• **What you are asked to do**:
Every record must be reproduced exactly. Leave none out.
═════ Input material ═════
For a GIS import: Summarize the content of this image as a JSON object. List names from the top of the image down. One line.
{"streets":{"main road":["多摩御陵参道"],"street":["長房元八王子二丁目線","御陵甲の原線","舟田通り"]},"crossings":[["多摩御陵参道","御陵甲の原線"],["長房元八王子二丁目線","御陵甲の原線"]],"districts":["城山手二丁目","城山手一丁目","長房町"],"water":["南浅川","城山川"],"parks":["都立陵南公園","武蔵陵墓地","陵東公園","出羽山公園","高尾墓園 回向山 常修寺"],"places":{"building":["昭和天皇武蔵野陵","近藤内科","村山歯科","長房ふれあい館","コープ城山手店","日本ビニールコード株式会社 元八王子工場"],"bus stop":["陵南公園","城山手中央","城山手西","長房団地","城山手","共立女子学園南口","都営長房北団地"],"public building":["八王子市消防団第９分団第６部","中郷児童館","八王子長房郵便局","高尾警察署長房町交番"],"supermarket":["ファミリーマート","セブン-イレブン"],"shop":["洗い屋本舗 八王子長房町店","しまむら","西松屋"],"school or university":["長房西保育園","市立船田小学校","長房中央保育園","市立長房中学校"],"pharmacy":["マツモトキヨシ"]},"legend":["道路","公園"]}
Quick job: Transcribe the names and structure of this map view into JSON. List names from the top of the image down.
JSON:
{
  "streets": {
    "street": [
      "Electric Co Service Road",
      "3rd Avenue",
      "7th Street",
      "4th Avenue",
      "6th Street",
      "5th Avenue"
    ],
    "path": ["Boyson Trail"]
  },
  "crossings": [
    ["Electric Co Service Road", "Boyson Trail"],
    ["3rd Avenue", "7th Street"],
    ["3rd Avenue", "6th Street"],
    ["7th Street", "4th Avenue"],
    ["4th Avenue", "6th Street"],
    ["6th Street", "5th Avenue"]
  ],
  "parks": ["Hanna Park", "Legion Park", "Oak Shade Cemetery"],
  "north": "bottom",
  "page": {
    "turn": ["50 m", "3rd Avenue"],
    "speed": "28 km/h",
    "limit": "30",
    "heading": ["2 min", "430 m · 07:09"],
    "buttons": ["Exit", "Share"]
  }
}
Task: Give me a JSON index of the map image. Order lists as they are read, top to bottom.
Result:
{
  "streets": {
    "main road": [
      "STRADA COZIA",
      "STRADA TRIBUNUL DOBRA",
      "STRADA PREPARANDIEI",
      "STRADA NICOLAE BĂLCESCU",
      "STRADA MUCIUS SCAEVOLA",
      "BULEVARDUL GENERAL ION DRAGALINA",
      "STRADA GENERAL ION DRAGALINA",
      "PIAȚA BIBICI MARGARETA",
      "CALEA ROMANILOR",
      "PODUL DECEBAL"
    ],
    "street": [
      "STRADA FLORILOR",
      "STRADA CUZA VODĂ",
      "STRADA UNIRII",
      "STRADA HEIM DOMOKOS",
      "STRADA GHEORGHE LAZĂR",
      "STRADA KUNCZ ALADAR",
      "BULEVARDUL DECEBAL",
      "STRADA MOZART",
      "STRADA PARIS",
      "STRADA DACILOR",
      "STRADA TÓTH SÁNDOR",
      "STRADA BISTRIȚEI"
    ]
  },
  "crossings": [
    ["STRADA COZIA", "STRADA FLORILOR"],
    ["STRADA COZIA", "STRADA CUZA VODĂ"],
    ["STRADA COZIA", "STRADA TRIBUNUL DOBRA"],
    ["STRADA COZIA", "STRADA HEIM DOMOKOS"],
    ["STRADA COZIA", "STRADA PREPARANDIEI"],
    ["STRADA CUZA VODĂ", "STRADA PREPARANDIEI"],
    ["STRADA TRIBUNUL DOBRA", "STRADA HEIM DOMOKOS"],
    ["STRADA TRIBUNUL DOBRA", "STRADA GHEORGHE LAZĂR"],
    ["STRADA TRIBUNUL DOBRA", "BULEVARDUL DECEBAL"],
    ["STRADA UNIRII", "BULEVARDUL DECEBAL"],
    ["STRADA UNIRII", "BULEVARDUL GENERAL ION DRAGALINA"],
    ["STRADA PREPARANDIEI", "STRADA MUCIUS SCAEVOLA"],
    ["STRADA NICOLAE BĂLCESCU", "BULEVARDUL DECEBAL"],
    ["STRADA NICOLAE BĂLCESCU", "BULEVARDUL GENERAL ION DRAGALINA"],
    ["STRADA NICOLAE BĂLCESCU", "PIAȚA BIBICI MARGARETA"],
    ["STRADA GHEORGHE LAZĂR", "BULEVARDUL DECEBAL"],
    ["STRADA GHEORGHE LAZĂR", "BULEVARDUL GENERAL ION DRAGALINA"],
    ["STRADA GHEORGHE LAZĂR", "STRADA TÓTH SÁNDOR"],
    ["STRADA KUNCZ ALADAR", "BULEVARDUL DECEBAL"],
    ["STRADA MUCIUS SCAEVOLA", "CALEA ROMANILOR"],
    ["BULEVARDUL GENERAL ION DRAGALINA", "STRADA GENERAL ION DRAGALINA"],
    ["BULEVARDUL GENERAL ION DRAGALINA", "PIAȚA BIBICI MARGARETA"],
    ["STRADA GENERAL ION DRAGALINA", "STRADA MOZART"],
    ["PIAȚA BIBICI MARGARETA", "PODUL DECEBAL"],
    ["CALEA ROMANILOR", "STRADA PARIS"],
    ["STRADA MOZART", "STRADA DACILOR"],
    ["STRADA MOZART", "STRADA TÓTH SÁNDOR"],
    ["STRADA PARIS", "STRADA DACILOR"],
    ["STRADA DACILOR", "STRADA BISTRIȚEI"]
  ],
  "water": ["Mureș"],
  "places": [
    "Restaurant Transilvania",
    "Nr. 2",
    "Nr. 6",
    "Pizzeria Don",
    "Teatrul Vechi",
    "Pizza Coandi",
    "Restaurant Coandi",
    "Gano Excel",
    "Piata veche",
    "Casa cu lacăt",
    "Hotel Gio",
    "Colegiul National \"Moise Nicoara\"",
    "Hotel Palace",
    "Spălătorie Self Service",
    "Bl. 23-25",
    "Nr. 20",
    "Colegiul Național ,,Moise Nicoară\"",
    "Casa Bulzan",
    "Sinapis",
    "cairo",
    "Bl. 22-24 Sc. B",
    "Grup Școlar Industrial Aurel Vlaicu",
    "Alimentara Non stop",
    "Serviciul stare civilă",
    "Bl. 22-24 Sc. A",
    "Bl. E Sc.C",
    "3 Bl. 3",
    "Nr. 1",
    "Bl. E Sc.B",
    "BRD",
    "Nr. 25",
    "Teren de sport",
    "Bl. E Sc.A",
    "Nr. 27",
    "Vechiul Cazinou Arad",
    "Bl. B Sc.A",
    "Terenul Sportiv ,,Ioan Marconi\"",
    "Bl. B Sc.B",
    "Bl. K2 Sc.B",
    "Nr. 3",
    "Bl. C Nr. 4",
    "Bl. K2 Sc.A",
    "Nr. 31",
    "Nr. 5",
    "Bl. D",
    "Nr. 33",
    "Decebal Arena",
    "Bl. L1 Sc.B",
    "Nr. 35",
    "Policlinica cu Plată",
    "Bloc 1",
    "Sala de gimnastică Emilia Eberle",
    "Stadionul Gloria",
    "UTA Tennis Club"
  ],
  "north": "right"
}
═════
• **Reply**:
For a GIS import: Summarize the content of this image as a JSON object. List names from the top of the image down. One line.
{"streets":{"main road":["多摩御陵参道"],"street":["長房元八王子二丁目線","御陵甲の原線","舟田通り"]},"crossings":[["多摩御陵参道","御陵甲の原線"],["長房元八王子二丁目線","御陵甲の原線"]],"districts":["城山手二丁目","城山手一丁目","長房町"],"water":["南浅川","城山川"],"parks":["都立陵南公園","武蔵陵墓地","陵東公園","出羽山公園","高尾墓園 回向山 常修寺"],"places":{"building":["昭和天皇武蔵野陵","近藤内科","村山歯科","長房ふれあい館","コープ城山手店","日本ビニールコード株式会社 元八王子工場"],"bus stop":["陵南公園","城山手中央","城山手西","長房団地","城山手","共立女子学園南口","都営長房北団地"],"public building":["八王子市消防団第９分団第６部","中郷児童館","八王子長房郵便局","高尾警察署長房町交番"],"supermarket":["ファミリーマート","セブン-イレブン"],"shop":["洗い屋本舗 八王子長房町店","しまむら","西松屋"],"school or university":["長房西保育園","市立船田小学校","長房中央保育園","市立長房中学校"],"pharmacy":["マツモトキヨシ"]},"legend":["道路","公園"]}
Quick job: Transcribe the names and structure of this map view into JSON. List names from the top of the image down.
JSON:
{
  "streets": {
    "street": [
      "Electric Co Service Road",
      "3rd Avenue",
      "7th Street",
      "4th Avenue",
      "6th Street",
      "5th Avenue"
    ],
    "path": ["Boyson Trail"]
  },
  "crossings": [
    ["Electric Co Service Road", "Boyson Trail"],
    ["3rd Avenue", "7th Street"],
    ["3rd Avenue", "6th Street"],
    ["7th Street", "4th Avenue"],
    ["4th Avenue", "6th Street"],
    ["6th Street", "5th Avenue"]
  ],
  "parks": ["Hanna Park", "Legion Park", "Oak Shade Cemetery"],
  "north": "bottom",
  "page": {
    "turn": ["50 m", "3rd Avenue"],
    "speed": "28 km/h",
    "limit": "30",
    "heading": ["2 min", "430 m · 07:09"],
    "buttons": ["Exit", "Share"]
  }
}
Task: Give me a JSON index of the map image. Order lists as they are read, top to bottom.
Result:
{
  "streets": {
    "main road": [
      "STRADA COZIA",
      "STRADA TRIBUNUL DOBRA",
      "STRADA PREPARANDIEI",
      "STRADA NICOLAE BĂLCESCU",
      "STRADA MUCIUS SCAEVOLA",
      "BULEVARDUL GENERAL ION DRAGALINA",
      "STRADA GENERAL ION DRAGALINA",
      "PIAȚA BIBICI MARGARETA",
      "CALEA ROMANILOR",
      "PODUL DECEBAL"
    ],
    "street": [
      "STRADA FLORILOR",
      "STRADA CUZA VODĂ",
      "STRADA UNIRII",
      "STRADA HEIM DOMOKOS",
      "STRADA GHEORGHE LAZĂR",
      "STRADA KUNCZ ALADAR",
      "BULEVARDUL DECEBAL",
      "STRADA MOZART",
      "STRADA PARIS",
      "STRADA DACILOR",
      "STRADA TÓTH SÁNDOR",
      "STRADA BISTRIȚEI"
    ]
  },
  "crossings": [
    ["STRADA COZIA", "STRADA FLORILOR"],
    ["STRADA COZIA", "STRADA CUZA VODĂ"],
    ["STRADA COZIA", "STRADA TRIBUNUL DOBRA"],
    ["STRADA COZIA", "STRADA HEIM DOMOKOS"],
    ["STRADA COZIA", "STRADA PREPARANDIEI"],
    ["STRADA CUZA VODĂ", "STRADA PREPARANDIEI"],
    ["STRADA TRIBUNUL DOBRA", "STRADA HEIM DOMOKOS"],
    ["STRADA TRIBUNUL DOBRA", "STRADA GHEORGHE LAZĂR"],
    ["STRADA TRIBUNUL DOBRA", "BULEVARDUL DECEBAL"],
    ["STRADA UNIRII", "BULEVARDUL DECEBAL"],
    ["STRADA UNIRII", "BULEVARDUL GENERAL ION DRAGALINA"],
    ["STRADA PREPARANDIEI", "STRADA MUCIUS SCAEVOLA"],
    ["STRADA NICOLAE BĂLCESCU", "BULEVARDUL DECEBAL"],
    ["STRADA NICOLAE BĂLCESCU", "BULEVARDUL GENERAL ION DRAGALINA"],
    ["STRADA NICOLAE BĂLCESCU", "PIAȚA BIBICI MARGARETA"],
    ["STRADA GHEORGHE LAZĂR", "BULEVARDUL DECEBAL"],
    ["STRADA GHEORGHE LAZĂR", "BULEVARDUL GENERAL ION DRAGALINA"],
    ["STRADA GHEORGHE LAZĂR", "STRADA TÓTH SÁNDOR"],
    ["STRADA KUNCZ ALADAR", "BULEVARDUL DECEBAL"],
    ["STRADA MUCIUS SCAEVOLA", "CALEA ROMANILOR"],
    ["BULEVARDUL GENERAL ION DRAGALINA", "STRADA GENERAL ION DRAGALINA"],
    ["BULEVARDUL GENERAL ION DRAGALINA", "PIAȚA BIBICI MARGARETA"],
    ["STRADA GENERAL ION DRAGALINA", "STRADA MOZART"],
    ["PIAȚA BIBICI MARGARETA", "PODUL DECEBAL"],
    ["CALEA ROMANILOR", "STRADA PARIS"],
    ["STRADA MOZART", "STRADA DACILOR"],
    ["STRADA MOZART", "STRADA TÓTH SÁNDOR"],
    ["STRADA PARIS", "STRADA DACILOR"],
    ["STRADA DACILOR", "STRADA BISTRIȚEI"]
  ],
  "water": ["Mureș"],
  "places": [
    "Restaurant Transilvania",
    "Nr. 2",
    "Nr. 6",
    "Pizzeria Don",
    "Teatrul Vechi",
    "Pizza Coandi",
    "Restaurant Coandi",
    "Gano Excel",
    "Piata veche",
    "Casa cu lacăt",
    "Hotel Gio",
    "Colegiul National \"Moise Nicoara\"",
    "Hotel Palace",
    "Spălătorie Self Service",
    "Bl. 23-25",
    "Nr. 20",
    "Colegiul Național ,,Moise Nicoară\"",
    "Casa Bulzan",
    "Sinapis",
    "cairo",
    "Bl. 22-24 Sc. B",
    "Grup Școlar Industrial Aurel Vlaicu",
    "Alimentara Non stop",
    "Serviciul stare civilă",
    "Bl. 22-24 Sc. A",
    "Bl. E Sc.C",
    "3 Bl. 3",
    "Nr. 1",
    "Bl. E Sc.B",
    "BRD",
    "Nr. 25",
    "Teren de sport",
    "Bl. E Sc.A",
    "Nr. 27",
    "Vechiul Cazinou Arad",
    "Bl. B Sc.A",
    "Terenul Sportiv ,,Ioan Marconi\"",
    "Bl. B Sc.B",
    "Bl. K2 Sc.B",
    "Nr. 3",
    "Bl. C Nr. 4",
    "Bl. K2 Sc.A",
    "Nr. 31",
    "Nr. 5",
    "Bl. D",
    "Nr. 33",
    "Decebal Arena",
    "Bl. L1 Sc.B",
    "Nr. 35",
    "Policlinica cu Plată",
    "Bloc 1",
    "Sala de gimnastică Emilia Eberle",
    "Stadionul Gloria",
    "UTA Tennis Club"
  ],
  "north": "right"
}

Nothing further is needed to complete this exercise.